Though our study did not show a disparity in cardiac procedures during ischemic heart disease hospitalizations for AIAN compared to non-Hispanic whites in California, it has several limitations that are important to note. First, our analysis is based on administrative data. The reliability of racial coding in administrative databases is a concern especially for races other than white, and AIAN are often misclassified.1,18,19 However, we were able to overcome some of those challenges in our study by linking a file of AIAN active users of Indian Health Service funded care through Tribal Health Programs that operate in 37 counties with a statewide hospital discharge database.18

Second, the unit of analysis and denominator for our analyses is hospitalizations and not individuals. We might have found a different result had we been able to study individuals. If for example, non-Hispanic whites were more likely than AIAN to have multiple hospitalizations to manage an episode of ischemic heart disease this could create the appearance of a similarity in the use of cardiac procedures between AIAN and non-Hispanic whites when an analysis at the person level might suggest a disparity. We were unable to analyze the data using the individual as the unit of analysis because we were not provided with individual identifiers in the OSHPD hospital discharge file that was linked with users of the Tribal Health Program. However, we did limit our sample to those acute ischemic heart disease admissions that had a 5th digit of “1” to signify initial episode of care in an attempt to minimize influence from multiple hospitalizations.
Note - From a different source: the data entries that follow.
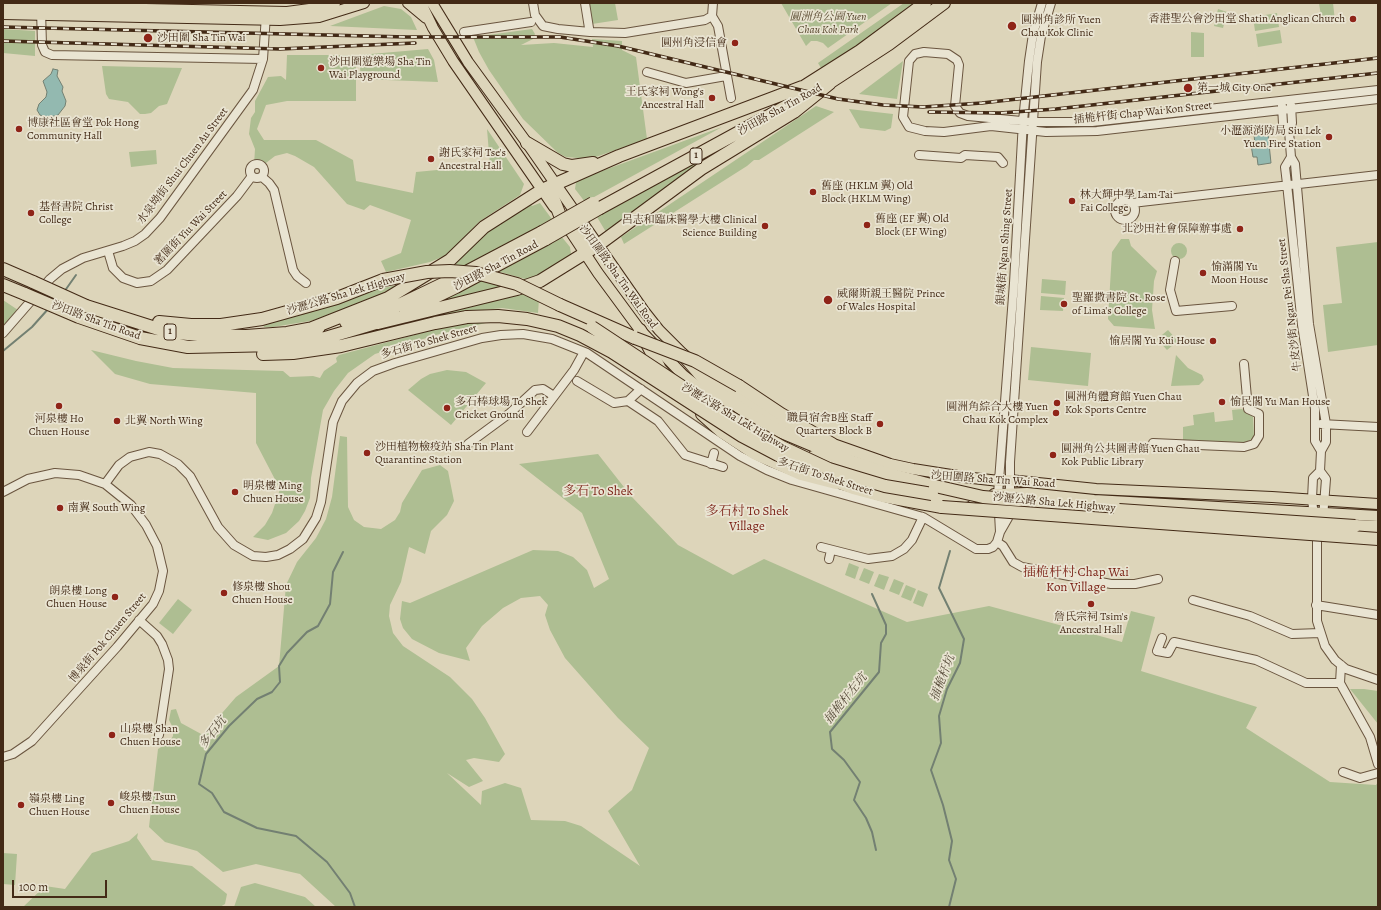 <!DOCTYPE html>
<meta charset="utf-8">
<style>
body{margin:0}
#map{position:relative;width:1381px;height:910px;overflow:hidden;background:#ddd5ba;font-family:Alegreya,serif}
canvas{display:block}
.frame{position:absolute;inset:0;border:4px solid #432a16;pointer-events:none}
.scale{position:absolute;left:12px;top:880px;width:95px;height:18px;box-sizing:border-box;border:2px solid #432a16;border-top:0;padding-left:5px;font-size:12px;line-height:14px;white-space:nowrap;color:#432a16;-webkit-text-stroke:3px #e9e4d2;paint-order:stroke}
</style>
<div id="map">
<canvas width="1381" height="910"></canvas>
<div class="frame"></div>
<div class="scale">100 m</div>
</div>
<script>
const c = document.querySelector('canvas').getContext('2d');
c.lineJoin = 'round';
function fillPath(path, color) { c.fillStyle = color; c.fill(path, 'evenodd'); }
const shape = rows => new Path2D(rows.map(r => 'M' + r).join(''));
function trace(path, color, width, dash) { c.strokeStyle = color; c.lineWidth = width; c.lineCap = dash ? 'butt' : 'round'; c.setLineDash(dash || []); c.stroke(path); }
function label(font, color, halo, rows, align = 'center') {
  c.font = font + ' Alegreya,"Noto Serif TC",serif'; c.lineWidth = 3.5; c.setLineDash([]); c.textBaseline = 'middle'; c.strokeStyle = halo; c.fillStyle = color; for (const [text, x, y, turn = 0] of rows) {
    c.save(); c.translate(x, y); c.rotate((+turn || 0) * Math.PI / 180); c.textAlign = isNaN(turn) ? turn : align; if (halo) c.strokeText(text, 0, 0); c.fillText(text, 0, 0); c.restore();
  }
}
fillPath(shape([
 [588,3,615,3,618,20,592,24],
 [781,3,892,3,828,48,823,43,817,41,811,41,806,46],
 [904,3,916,3,837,60,821,68,818,63],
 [1319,3,1333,3,1335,21,1322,23],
 [384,6,401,9,411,17,417,30,330,26],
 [1218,9,1227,12,1223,28,1214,26],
 [1277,13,1279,27,1255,31,1253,17],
 [3,29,35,31,35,56,3,53],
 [532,29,535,34,533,39,521,45,554,43,593,47,592,39,622,41,622,50,636,57,647,139,590,159,566,157,558,153,523,119,489,70,479,52,473,37],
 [1280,30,1282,43,1258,47,1256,34],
 [1191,32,1204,33,1204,57,1191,57],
 [428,49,434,60,438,82,361,79,359,55],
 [287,55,356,55,356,101,287,101,266,105,257,129,264,140,316,140,353,160,356,181,413,193,416,172,490,165,487,129,524,184,520,195,480,221,447,255,430,262,386,272,381,261,401,253,411,220,370,205,364,210,347,204,314,167,295,156,287,153,275,156,262,166,254,165,255,149,249,134,251,118,255,112,255,101,268,77,281,76,286,80],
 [903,61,897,99,859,94],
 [102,66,182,68,167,104,159,106,151,113,145,114,140,114,128,102,109,99,106,94],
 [816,106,834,112,759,160,754,160,747,166,624,244,621,237],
 [849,109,893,114,891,128,885,131,860,128],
 [722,127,585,202,575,189,576,182,580,179],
 [744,134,740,139,606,232,597,217],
 [156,150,157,164,131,167,129,152],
 [528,200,532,206,540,203,554,222,470,267,453,266,470,245],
 [561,236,570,247,571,254,569,257,532,281,497,271],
 [1121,239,1129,239,1131,246,1157,271,1154,281,1152,310,1155,329,1114,326,1108,319,1112,252],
 [1378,242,1378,345,1328,352,1323,305,1342,303,1336,247],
 '1171 251a8 8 0 1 1 16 0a8 8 0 1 1-16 0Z',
 [478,279,508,285,427,305],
 [1042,279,1066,281,1065,295,1041,293],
 [397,285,368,301,341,312,310,321,273,327,264,327,262,323,364,292],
 [522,291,539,299,538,313,502,308,466,312,433,317,375,333,432,313],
 [1041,296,1064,298,1063,311,1040,310],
 [3,300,18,310,3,326],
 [467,321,494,321,436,335,375,354,348,373,334,391,323,410,311,478,310,498,305,511,299,521,286,533,268,540,253,537,265,525,272,513,280,489,256,443,256,393,150,384,115,374,91,350,136,361,173,368,283,371,290,377,313,376,320,378,324,371,337,362,336,358,339,355],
 [1168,330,1178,341,1167,350,1157,339],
 [1031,347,1091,353,1088,386,1028,380],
 [1176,355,1188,368,1202,375,1204,380,1199,385,1171,386],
 [447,370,466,372,486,383,451,425,408,390,421,379,430,374],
 [1242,409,1253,417,1254,437,1246,443,1183,441,1183,427,1194,425,1193,415,1214,412,1215,422,1233,420,1232,410],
 [340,436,347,437,348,507,354,520,364,527,381,529,395,520,400,512,402,503,422,470,440,465,448,471,454,501,447,515,431,531,425,554,409,547,401,582,390,605,389,616,393,633,403,646,450,677,472,699,485,718,505,754,499,762,474,758,466,760,483,781,469,787,447,773,481,805,482,791,505,783,521,788,531,820,565,821,581,826,640,866,608,811,632,790,649,748,618,718,565,658,550,630,545,615,548,605,540,596,521,598,503,608,482,626,466,648,470,661,439,653,412,639,403,628,400,619,402,601,410,603,533,550,558,551,573,557,587,570,594,588,609,579,582,513,519,464,598,454,631,496,678,545,733,575,764,559,907,622,989,606,1122,642,1131,611,1155,617,1141,671,1257,707,1246,728,1330,782,1376,785,1378,782,1378,907,336,907,300,874,256,864,223,872,197,851,165,842,149,827,158,749,169,742,173,736,173,728,169,720,171,710,176,709,181,723,203,735,236,697,279,666,286,585,297,562,316,538,326,519,332,497],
 [849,563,859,567,855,579,845,575],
 [864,568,874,572,869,584,859,580],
 [879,574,889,577,884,590,874,586],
 [894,579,904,583,899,595,889,591],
 [906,585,916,589,911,601,901,597],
 [918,590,928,594,923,607,913,603],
 [178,599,192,610,173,634,159,623],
 [1350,689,1364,689,1378,691,1378,724],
 [138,833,137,838,152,860,192,866,227,894,225,904,220,907,23,907,45,886,65,889,92,853,129,841],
 [3,853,17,854,15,885,3,884],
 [255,883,305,897,316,907,234,907,241,887]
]), '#aebe92');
const water = shape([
 [53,69,58,70,57,76,63,87,62,91,66,101,65,106,58,115,46,118,40,115,37,110,39,104,46,97,47,92,43,81,51,74,53,69],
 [1268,134,1271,163,1258,165,1257,157,1253,157,1251,145,1255,144,1254,135,1268,134]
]);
fillPath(water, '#93b9b0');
trace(water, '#738072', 1);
trace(shape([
 [64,292,76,275],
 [3,351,32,327,49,308],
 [343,552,333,572,330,604,318,626,307,632,287,653,279,666,280,682,272,692,257,699,229,726,206,754,199,784,212,793,224,812,257,828,296,836,327,862,350,893,355,907],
 [872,594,886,625,886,634,881,643,879,672,830,732,832,749,844,760,860,782,854,800,866,818,872,832,876,850],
 [949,907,956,879,949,860,952,841,943,805,931,770,941,743,939,716,947,689,960,663,964,639,939,588,950,551]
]), '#738072', 2);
const minor = shape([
 [533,3,535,15,543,26,558,29,590,32,625,33,705,20,712,16],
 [585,3,589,28],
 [713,3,712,16,718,26,731,98],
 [41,10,42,45,45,52,52,55,263,59],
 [464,32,531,22],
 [647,72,686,83,726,76],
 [1378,90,1092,122,1032,122,968,116,960,113,955,106,959,65,957,60,948,54,924,52,915,54,909,61,903,117,909,127,925,131,944,132,991,126,1046,132,1097,131,1378,99],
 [1291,105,1292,123,1289,131,1291,157,1295,164,1309,324,1326,424,1326,442,1321,451,1320,471,1326,479,1323,518],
 [1282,106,1283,124,1289,131],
 [919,155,961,158,965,155,998,157,1003,163],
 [1291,157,1285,167,1287,184,1302,325,1315,409,1315,441,1321,451],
 '250 171a7 7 0 1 1 14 0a7 7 0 1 1-14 0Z',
 [262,177,269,183,274,190,293,270,297,276,306,283],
 '1115 210a10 10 0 1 1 20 0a10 10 0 1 1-20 0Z',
 [1132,203,1378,175],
 [108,251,113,268,123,278,137,283,151,281,167,270,237,196,252,176],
 [1175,261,1170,290,1176,311,1232,306],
 [3,333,50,279,62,269,83,258,123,246,135,241,145,234,160,218,253,90,263,59,266,15],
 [577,381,614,403,628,401,641,389],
 [628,401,658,421,685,455,723,467],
 [1321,424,1378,427],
 [527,432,574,370,584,352],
 [1153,443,1244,447,1254,444,1259,436,1259,414,1248,409,1244,364],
 [468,444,510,413,535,390,543,389,554,396],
 [711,464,714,453],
 [105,484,119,465,130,457,149,452,160,454,178,464,190,476,218,527,234,545,253,556,266,557,278,555,290,549,303,539,316,518,321,502,333,422,342,401,357,383,373,371,395,363,482,338,501,335,523,334,552,339,587,353,740,456,767,470,792,480,923,517,976,549,988,549,993,547,997,542,1000,532,998,494,1014,283,1023,121,1029,61,1033,34,1042,3],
 [3,492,28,479,55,473,79,475,105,484,131,505,146,525,157,546,163,571,159,591,153,604,117,647,32,741,13,754,3,757],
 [1314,517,1312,499,1313,478,1320,471],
 [1315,530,1317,540,1317,621,1325,646,1335,660,1346,669,1378,680],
 [1000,532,1008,518,1010,504,1010,462,1037,62,1041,36,1051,3],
 [997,542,1003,546,1013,562,1022,567,1111,584,1135,584,1158,579],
 [821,547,868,559,892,556,904,549,912,540,923,517],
 [829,559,831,550],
 [1193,600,1250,616,1292,634,1320,633],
 [1316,605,1378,615],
 [139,620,157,636,162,644,168,660,169,669,159,735],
 [1162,638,1157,651,1168,653,1174,642,1256,660,1306,683,1340,683],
 [1341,665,1340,683,1370,737,1378,764],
 [1343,772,1360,778,1378,773]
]);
const major = shape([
 [408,3,426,18],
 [421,3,433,28,453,61,554,207],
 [432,3,468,62,527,143,644,311,659,330,685,356],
 [3,6,287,12,317,8,335,3],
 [3,14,280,20,319,17,364,3],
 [563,220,598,273,640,330,683,375,725,408],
 [702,370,744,401,802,433,890,464,913,469,964,477,999,481,1009,480,1096,489,1272,497,1378,504],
 [813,456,885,478],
 [994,494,1027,493,1094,500,1378,516]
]);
const highway = shape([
 [823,87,889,44,944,3],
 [797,91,860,51,925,3],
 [527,143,563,164,572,166,593,163],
 [556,184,552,191,552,195,561,218],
 [600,208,796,101],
 [576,216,576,228,586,245,584,253],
 [3,269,33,282],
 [3,285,25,294],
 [560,305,635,338],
 [86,306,168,332,198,335,246,336,287,333,319,327],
 [406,311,456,287,546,239],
 [79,317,140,338,188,347,276,345,325,338,386,320],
 [159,322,191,325,221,325,262,319,337,298,383,280],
 [346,322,395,307,451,280,542,232],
 [378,323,517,289,540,281,598,245,701,169,794,112,830,83],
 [312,328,388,298,450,260,484,227,542,190,619,156,802,87],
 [640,330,660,369,666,376],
 [263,354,293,353,341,346,435,323,467,317],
 [683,355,711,387,747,413,779,431,853,462,885,473,935,486],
 [739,386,781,414,832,444],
 [702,414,722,432,754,453,801,474,836,483],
 [829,479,853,488,883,496,942,507],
 [932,494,965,496],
 [1019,500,1119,510],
 [1355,526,1378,527]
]);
trace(minor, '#6a553f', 10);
trace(major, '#432a16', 12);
trace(highway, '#432a16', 14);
trace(minor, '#e9e4d2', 8);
trace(major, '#ddd5ba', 10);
trace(highway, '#ddd5ba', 12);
const rail = shape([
 [3,27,407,37,560,37,618,46,838,99,883,105,923,107,982,103,1378,58],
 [3,41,280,49,415,43],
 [929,112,1000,113,1056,109,1378,73]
]);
trace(rail, '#432a16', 3.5);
trace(rail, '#e9e4d2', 2, [6]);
const highwayBridge = shape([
 [542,232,593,203],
 [546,239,600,208],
 [383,280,427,272,450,271,476,273,517,284,560,305],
 [33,282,86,306],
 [25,294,79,317],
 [467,317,498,316,527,319,558,326,580,335,612,352,742,436,778,455,804,467],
 [592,327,716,409,782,447,829,469,855,477,885,486,932,494],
 [635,338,695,361,739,386],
 [935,486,983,497,1019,500],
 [942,507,1378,539],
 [1119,510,1355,526]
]);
trace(highwayBridge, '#432a16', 14, []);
trace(highwayBridge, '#ddd5ba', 12);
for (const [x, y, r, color] of [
 [1353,19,4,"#8f2418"],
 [1012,26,5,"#8f2418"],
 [148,38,5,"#8f2418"],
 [735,43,4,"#8f2418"],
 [321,68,4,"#8f2418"],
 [1188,88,5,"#8f2418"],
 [712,98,4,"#8f2418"],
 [19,129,4,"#8f2418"],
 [1329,137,4,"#8f2418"],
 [431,159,4,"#8f2418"],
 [813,192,4,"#8f2418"],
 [1072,201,4,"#8f2418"],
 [31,213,4,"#8f2418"],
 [867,225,4,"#8f2418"],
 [765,226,4,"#8f2418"],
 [1240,229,4,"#8f2418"],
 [1203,273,4,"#8f2418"],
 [828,300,5,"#8f2418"],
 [1064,304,4,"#8f2418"],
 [1213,341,4,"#8f2418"],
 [1222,402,4,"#8f2418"],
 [1057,403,4,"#8f2418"],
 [59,406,4,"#8f2418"],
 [447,408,4,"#8f2418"],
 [1056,413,4,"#8f2418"],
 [117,421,4,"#8f2418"],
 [880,424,4,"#8f2418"],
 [367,453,4,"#8f2418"],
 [1053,455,4,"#8f2418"],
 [235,492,4,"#8f2418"],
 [60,508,4,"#8f2418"],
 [224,593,4,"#8f2418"],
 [115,597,4,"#8f2418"],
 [1091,604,4,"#8f2418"],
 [112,735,4,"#8f2418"],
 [111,803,4,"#8f2418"],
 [21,805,4,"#8f2418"]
]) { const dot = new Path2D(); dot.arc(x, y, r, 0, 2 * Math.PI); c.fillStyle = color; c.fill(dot); trace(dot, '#e9e4d2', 1.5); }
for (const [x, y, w] of [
 [696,156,12],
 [170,332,12]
]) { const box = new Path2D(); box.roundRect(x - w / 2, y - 8, w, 16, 3); c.fillStyle = '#e9e4d2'; c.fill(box); trace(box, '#432a16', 1); }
label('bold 10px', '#432a16', null, [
 ["1",696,156],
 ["1",170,332]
]);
label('italic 11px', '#58482f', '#e9e4d2', [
 ["圓洲角公園 Yuen",828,17],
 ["Chau Kok Park",828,30]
]);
label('11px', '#432a16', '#e9e4d2', [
 ["香港聖公會沙田堂 Shatin Anglican Church",1345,19,"right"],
 ["圓洲角診所 Yuen",1021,20],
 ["Chau Kok Clinic",1021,33],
 ["沙田圍 Sha Tin Wai",157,38],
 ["圓州角浸信會",727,43,"right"],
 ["沙田圍遊樂場 Sha Tin",329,62],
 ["Wai Playground",329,75],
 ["第一城 City One",1197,88],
 ["王氏家祠 Wong's",704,92,"right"],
 ["Ancestral Hall",704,105,"right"],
 ["博康社區會堂 Pok Hong",27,123],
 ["Community Hall",27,136],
 ["小瀝源消防局 Siu Lek",1321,131,"right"],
 ["Yuen Fire Station",1321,144,"right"],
 ["謝氏家祠 Tse's",439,153],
 ["Ancestral Hall",439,166],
 ["舊座 (HKLM 翼) Old",821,186],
 ["Block (HKLM Wing)",821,199],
 ["林大輝中學 Lam Tai",1080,195],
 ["Fai College",1080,208],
 ["基督書院 Christ",39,207],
 ["College",39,220],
 ["舊座 (EF 翼) Old",875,219],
 ["Block (EF Wing)",875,232],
 ["呂志和臨床醫學大樓 Clinical",757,220,"right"],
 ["Science Building",757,233,"right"],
 ["北沙田社會保障辦事處",1232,229,"right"],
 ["愉滿閣 Yu",1211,267],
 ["Moon House",1211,280],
 ["威爾斯親王醫院 Prince",837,294],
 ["of Wales Hospital",837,307],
 ["聖羅撒書院 St. Rose",1072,298],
 ["of Lima's College",1072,311],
 ["愉居閣 Yu Kui House",1205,341,"right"],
 ["圓洲角體育館 Yuen Chau",1065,397],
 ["Kok Sports Centre",1065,410],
 ["多石棒球場 To Shek",455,402],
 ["Cricket Ground",455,415],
 ["愉民閣 Yu Man House",1230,402],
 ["圓洲角綜合大樓 Yuen",1048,407,"right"],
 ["Chau Kok Complex",1048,420,"right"],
 ["職員宿舍B座 Staff",872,418,"right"],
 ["Quarters Block B",872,431,"right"],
 ["河泉樓 Ho",59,419,"center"],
 ["Chuen House",59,432,"center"],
 ["北翼 North Wing",125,421],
 ["沙田植物檢疫站 Sha Tin Plant",375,447],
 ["Quarantine Station",375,460],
 ["圓洲角公共圖書館 Yuen Chau",1061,449],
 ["Kok Public Library",1061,462],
 ["明泉樓 Ming",243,486],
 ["Chuen House",243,499],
 ["南翼 South Wing",68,508],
 ["修泉樓 Shou",232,587],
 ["Chuen House",232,600],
 ["朗泉樓 Long",107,591,"right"],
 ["Chuen House",107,604,"right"],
 ["詹氏宗祠 Tsim's",1091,617,"center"],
 ["Ancestral Hall",1091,630,"center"],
 ["山泉樓 Shan",120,729],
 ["Chuen House",120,742],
 ["峻泉樓 Tsun",119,797],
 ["Chuen House",119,810],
 ["嶺泉樓 Ling",29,799],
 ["Chuen House",29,812]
], 'left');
label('11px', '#432a16', '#e9e4d2', [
 ["沙田路 Sha Tin Road",780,110,-29],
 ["插桅杆街 Chap Wai Kon Street",1143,113,-6],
 ["水泉坳街 Shui Chuen Au Street",183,166,-53],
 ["窰圍街 Yiu Wai Street",191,228,-46],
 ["銀城街 Ngan Shing Street",1005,247,-86],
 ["沙田路 Sha Tin Road",496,266,-28],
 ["沙田圍路 Sha Tin Wai Road",618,277,54],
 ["沙瀝公路 Sha Lek Highway",346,294,-17],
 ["牛皮沙街 Ngau Pei Sha Street",1290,305,-97],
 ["沙田路 Sha Tin Road",96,321,20],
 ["多石街 To Shek Street",429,342,-16],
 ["沙瀝公路 Sha Lek Highway",735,418,31],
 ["多石街 To Shek Street",825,477,18],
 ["沙田圍路 Sha Tin Wai Road",993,480,4],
 ["沙瀝公路 Sha Lek Highway",1054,503,5],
 ["博泉街 Pok Chuen Street",108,638,-50]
]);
label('italic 12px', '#534735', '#e9e4d2', [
 ["插桅杆坑",943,678,-69],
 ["插桅杆左坑",846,699,-51],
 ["多石坑",213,733,-52]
]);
label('13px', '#7a1f14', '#e9e4d2', [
 ["多石 To Shek",598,492],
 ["多石村 To Shek",747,512],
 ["Village",747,527],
 ["插桅杆村 Chap Wai",1076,573],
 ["Kon Village",1076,588]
]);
</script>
Third, we cannot account for clinical appropriateness using the hospitalization administrative data, and thus even though we have found a similarity in the use of cardiac procedures between AIAN and non-Hispanic whites hospitalized for ischemic heart disease, the rates we observed per hospitalization may reflect underuse in one group and overuse in the other.27,28 Research on health care disparities among other racial and ethnic groups has tended to find greater degrees of underuse in minority populations and overuse in non-Hispanic whites.29,30 Also we cannot account for patients who may have been offered a cardiac procedure and subsequently refused.31,32

Further work is needed to elucidate the mechanisms of high mortality among AIAN from ischemic heart disease. We need to understand the prevalence of cardiac risk factors, the incidence of the disease, and the factors that influence the receipt of and continued adherence to beneficial treatments. These include specialty referral patterns and patients’ treatment preferences, both as inpatients and outpatients. We will need new and continued cooperation among tribes, agencies, and academic institutions to address these critical health care issues and questions.